Saved data entries
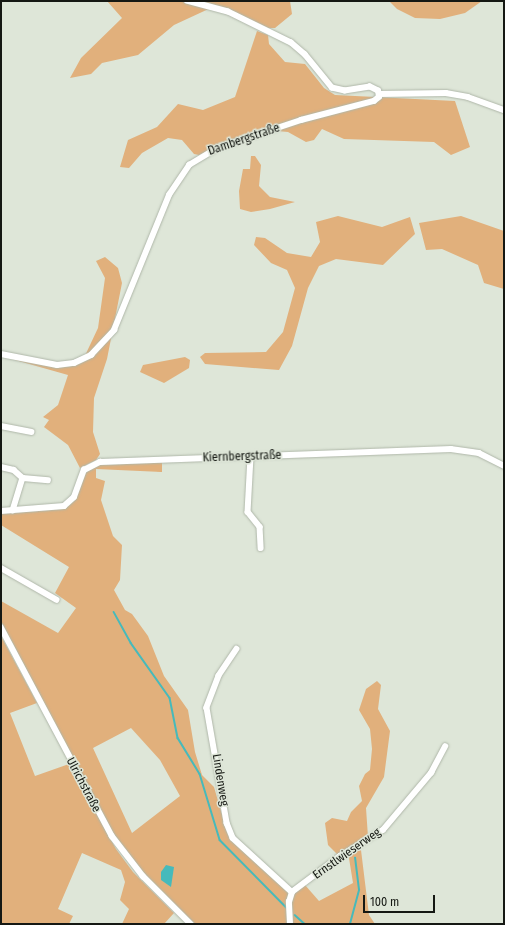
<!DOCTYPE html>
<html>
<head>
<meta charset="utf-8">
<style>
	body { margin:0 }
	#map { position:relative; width:505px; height:925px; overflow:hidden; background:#dee6d8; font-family:"Fira Sans Condensed",sans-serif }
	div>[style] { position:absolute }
	.green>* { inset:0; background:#e1b07c }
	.water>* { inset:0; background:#46babb }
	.stream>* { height:1.5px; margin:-0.75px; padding:0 0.75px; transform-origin:0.75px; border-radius:0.75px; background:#46babb }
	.roads { filter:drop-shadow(0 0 1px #afb7a9) drop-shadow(0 0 1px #afb7a9) }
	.minor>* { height:5.5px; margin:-2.75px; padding:0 2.75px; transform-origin:2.75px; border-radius:2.75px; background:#fff }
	span { translate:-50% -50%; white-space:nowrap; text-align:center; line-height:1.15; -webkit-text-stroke:3px #dee6d8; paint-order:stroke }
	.street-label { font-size:12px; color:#151813 }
	.frame { position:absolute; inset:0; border:2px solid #151813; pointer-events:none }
	.scale { position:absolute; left:363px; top:895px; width:72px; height:18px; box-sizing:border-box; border:2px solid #151813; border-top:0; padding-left:5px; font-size:12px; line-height:14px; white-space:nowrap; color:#151813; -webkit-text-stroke:3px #dee6d8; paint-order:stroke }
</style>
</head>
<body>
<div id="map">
	<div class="green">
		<i style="clip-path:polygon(107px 1px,290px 1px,292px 14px,275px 28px,267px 28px,215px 6px,174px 25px,138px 55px,102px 63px,91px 74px,70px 78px,81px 58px,122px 18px)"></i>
		<i style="clip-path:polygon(389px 1px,482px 1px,465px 13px,440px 19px,415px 18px,397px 9px)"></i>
		<i style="clip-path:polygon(257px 31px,268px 35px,269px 44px,285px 62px,305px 64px,324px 88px,335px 95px,455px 101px,470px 147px,451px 155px,434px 142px,344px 139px,322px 129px,314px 140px,306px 142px,288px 132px,278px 131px,230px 142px,199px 155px,194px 154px,182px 140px,168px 138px,142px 153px,129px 168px,120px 167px,128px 140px,157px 127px,178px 104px,203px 110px,235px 97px)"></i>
		<i style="clip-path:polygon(251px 156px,255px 156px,261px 165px,259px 186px,270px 197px,295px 202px,270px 209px,251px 212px,240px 209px,239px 191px,243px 169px,250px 169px)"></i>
		<i style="clip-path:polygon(338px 216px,382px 227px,410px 217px,415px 234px,383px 265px,336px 259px,319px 266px,308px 288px,292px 346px,279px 370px,205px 364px,200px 357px,205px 353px,266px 352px,283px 332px,295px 288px,287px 270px,271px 263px,254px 245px,256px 237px,265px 238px,287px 253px,311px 257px,320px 242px,316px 222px)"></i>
		<i style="clip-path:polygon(461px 216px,504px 231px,504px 289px,484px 283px,478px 265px,442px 249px,426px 250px,419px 223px)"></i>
		<i style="clip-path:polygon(105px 257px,118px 268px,122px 283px,107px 359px,94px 398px,93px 432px,100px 454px,96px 460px,80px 468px,68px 445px,44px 427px,49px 420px,43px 417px,58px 405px,68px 375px,1px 356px,55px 366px,67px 367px,82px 362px,98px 328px,105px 278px,96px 261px)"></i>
		<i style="clip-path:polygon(185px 357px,190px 360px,189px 368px,164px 383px,140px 372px,143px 365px)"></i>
		<i style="clip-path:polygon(evenodd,162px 462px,162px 472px,96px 469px,96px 478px,105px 481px,101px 500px,113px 536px,122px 545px,120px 580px,114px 590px,125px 610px,132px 614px,148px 636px,164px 676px,188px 710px,195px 752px,202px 775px,214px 787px,227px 832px,233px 840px,290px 893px,305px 885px,319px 901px,353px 883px,348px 852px,358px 848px,361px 850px,369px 915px,375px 924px,195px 924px,149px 880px,120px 844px,99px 810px,1px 621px,1px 601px,58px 633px,76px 608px,55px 593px,69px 567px,1px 525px,1px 513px,67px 506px,84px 473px,97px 465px,162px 462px,131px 728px,160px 760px,180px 796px,132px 833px,93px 748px,131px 728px)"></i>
		<i style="clip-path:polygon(1px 636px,37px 703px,10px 713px,35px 776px,69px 764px,116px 849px,133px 872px,174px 913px,164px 924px,122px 924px,129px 909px,120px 900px,125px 882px,121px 870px,82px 853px,58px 909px,73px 916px,69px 924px,1px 924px)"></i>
		<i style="clip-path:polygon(377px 681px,381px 685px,378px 709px,390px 731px,384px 777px,366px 808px,368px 837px,338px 855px,328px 845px,325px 823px,332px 818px,347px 821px,351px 812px,362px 801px,359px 786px,365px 774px,370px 770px,372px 749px,370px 729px,359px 710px,366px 689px)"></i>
	</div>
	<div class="water">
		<i style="clip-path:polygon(166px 865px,174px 867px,171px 887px,161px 880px,161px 872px)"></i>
	</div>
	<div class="stream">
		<i style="left:114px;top:612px;width:35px;rotate:61deg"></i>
		<i style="left:131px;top:643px;width:67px;rotate:54.7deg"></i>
		<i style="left:170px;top:698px;width:41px;rotate:78.7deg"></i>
		<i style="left:178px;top:738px;width:42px;rotate:58.6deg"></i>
		<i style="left:200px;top:774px;width:69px;rotate:73.1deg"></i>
		<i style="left:220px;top:840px;width:95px;rotate:45.4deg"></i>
		<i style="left:295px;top:915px;width:13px;rotate:42deg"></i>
		<i style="left:350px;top:924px;width:35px;rotate:-75deg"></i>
		<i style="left:359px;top:890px;width:32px;rotate:-97deg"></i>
	</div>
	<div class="roads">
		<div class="minor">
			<i style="left:379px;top:94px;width:67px;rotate:-0.9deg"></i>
			<i style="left:446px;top:93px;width:22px;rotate:10deg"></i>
			<i style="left:468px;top:97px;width:38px;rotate:20deg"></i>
			<i style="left:1px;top:354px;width:57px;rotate:11.1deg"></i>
			<i style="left:57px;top:365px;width:17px;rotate:-7deg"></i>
			<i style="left:74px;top:363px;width:19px;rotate:-25deg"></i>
			<i style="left:91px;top:355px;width:34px;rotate:-47deg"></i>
			<i style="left:114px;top:330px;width:146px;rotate:-67.8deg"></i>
			<i style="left:169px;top:195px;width:36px;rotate:-56deg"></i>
			<i style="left:189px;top:165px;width:33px;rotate:-31deg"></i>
			<i style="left:217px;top:148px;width:89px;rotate:-18.4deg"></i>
			<i style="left:301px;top:120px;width:75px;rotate:-14.6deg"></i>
			<i style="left:374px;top:101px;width:6px;rotate:-39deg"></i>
			<i style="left:379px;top:97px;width:6px;rotate:-99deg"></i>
			<i style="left:378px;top:91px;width:9px;rotate:-153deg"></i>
			<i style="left:370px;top:87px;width:25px;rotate:171deg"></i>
			<i style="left:345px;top:91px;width:13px;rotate:-167deg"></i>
			<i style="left:332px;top:88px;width:43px;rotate:-129.3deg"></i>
			<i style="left:305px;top:55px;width:18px;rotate:-139deg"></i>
			<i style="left:291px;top:43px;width:70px;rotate:-153.8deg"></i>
			<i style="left:228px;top:12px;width:42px;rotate:-165deg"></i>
			<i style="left:1px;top:426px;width:31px;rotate:11deg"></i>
			<i style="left:251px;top:457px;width:55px;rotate:93.1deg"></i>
			<i style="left:248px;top:512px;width:19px;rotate:51deg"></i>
			<i style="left:260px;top:527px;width:21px;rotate:87deg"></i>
			<i style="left:1px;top:467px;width:13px;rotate:13deg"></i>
			<i style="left:14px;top:470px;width:12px;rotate:42deg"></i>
			<i style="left:23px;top:478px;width:34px;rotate:107deg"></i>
			<i style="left:23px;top:478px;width:25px;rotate:5deg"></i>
			<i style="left:1px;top:511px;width:63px;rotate:-4.5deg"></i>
			<i style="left:64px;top:506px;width:13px;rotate:-42deg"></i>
			<i style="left:74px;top:497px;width:29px;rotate:-70deg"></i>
			<i style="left:84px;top:470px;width:18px;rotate:-27deg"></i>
			<i style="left:100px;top:462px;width:351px;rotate:-2.1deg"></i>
			<i style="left:451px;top:449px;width:28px;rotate:8deg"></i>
			<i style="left:479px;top:453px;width:28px;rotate:27deg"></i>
			<i style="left:1px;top:568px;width:64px;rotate:29.7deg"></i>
			<i style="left:1px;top:627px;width:237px;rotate:62deg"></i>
			<i style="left:112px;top:836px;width:51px;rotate:52.2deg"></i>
			<i style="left:143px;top:876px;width:68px;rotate:45deg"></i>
			<i style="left:237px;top:649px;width:32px;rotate:124deg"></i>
			<i style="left:219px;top:676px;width:34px;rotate:111deg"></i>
			<i style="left:207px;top:708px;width:117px;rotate:80.1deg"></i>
			<i style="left:227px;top:823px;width:16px;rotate:68deg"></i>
			<i style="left:233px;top:838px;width:80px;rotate:42.5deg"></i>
			<i style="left:290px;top:924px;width:22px;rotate:-93deg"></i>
			<i style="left:289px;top:902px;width:10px;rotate:-73deg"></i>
			<i style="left:292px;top:892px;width:60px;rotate:-36.9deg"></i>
			<i style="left:340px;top:856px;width:50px;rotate:-31.2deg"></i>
			<i style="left:383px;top:830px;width:75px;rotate:-49.9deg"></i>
			<i style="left:431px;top:773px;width:30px;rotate:-62deg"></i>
		</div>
	</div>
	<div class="street-label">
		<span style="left:244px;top:140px;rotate:-19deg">Dambergstraße</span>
		<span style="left:242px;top:457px;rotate:-2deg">Kiernbergstraße</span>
		<span style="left:220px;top:780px;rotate:81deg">Lindenweg</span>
		<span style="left:83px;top:785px;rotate:62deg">Ulrichstraße</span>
		<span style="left:347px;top:854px;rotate:-35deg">Ernstlwieserweg</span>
	</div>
	<div class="frame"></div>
	<div class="scale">100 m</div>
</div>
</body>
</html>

▶ _Your assignment_: Check each line of the data above for the word "stream" and say how many lines have it. Give the number alone.

▶ _Your solution_: 2